(Material to process)

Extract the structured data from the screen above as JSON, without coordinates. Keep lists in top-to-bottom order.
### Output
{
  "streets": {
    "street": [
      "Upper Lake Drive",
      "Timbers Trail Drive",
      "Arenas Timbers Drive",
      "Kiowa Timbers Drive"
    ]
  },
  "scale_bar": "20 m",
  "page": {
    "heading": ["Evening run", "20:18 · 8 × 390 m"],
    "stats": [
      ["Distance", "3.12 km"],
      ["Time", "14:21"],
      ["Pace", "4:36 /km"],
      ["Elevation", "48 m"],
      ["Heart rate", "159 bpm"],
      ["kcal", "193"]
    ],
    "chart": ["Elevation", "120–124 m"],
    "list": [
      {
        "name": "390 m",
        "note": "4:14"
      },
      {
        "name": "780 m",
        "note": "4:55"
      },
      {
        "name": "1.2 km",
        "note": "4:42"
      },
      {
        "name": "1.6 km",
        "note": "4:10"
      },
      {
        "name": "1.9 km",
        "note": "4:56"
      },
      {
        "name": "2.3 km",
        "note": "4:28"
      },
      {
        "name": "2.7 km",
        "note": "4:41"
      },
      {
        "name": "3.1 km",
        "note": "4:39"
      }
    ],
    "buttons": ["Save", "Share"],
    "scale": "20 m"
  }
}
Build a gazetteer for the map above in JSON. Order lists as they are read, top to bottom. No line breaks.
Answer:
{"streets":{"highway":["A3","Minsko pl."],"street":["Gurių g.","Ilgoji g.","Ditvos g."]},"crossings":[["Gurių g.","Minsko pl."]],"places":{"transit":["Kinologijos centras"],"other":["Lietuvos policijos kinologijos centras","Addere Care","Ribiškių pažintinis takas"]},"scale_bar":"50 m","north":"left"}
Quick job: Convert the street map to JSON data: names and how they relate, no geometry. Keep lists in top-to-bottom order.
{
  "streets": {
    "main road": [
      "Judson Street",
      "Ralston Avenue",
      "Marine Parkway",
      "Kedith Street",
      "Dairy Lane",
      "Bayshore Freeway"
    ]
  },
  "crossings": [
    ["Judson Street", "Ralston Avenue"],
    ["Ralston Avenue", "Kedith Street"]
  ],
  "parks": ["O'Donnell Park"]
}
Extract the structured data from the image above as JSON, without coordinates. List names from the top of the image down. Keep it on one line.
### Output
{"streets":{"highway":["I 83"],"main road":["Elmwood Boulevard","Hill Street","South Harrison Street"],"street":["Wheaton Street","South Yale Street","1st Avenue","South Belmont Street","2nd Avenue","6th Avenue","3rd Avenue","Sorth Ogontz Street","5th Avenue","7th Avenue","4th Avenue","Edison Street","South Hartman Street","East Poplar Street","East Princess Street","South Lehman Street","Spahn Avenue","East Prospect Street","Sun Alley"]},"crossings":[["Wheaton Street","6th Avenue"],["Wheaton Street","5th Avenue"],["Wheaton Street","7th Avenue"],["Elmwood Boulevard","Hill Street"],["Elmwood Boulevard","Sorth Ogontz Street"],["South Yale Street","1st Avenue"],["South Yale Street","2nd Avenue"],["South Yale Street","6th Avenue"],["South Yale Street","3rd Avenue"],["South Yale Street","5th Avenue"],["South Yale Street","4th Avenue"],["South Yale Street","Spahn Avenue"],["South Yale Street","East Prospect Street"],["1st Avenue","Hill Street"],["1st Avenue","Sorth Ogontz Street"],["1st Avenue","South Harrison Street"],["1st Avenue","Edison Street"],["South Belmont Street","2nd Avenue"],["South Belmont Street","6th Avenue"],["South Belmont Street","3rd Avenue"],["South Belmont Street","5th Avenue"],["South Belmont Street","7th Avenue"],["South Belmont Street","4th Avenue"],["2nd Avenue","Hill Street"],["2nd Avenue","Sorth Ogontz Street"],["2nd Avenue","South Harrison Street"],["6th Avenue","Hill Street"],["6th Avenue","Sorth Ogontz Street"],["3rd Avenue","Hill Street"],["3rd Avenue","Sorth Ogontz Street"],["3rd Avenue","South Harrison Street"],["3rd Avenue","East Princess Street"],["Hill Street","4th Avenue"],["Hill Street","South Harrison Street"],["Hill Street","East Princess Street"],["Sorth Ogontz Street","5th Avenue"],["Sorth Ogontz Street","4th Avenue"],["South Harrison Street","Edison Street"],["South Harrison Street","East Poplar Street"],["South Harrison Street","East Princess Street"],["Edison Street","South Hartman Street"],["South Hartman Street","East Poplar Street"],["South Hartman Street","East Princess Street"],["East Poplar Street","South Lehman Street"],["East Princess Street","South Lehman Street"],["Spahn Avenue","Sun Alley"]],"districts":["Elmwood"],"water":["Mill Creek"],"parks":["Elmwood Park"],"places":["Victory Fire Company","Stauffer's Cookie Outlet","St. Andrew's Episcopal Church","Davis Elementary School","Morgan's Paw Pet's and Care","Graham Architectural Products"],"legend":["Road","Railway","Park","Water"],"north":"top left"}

(End Material to process)

> [Directions] Work out how many lines in the material above include the word "Elevation", and write down that number alone.

> [Answer for this exercise] 2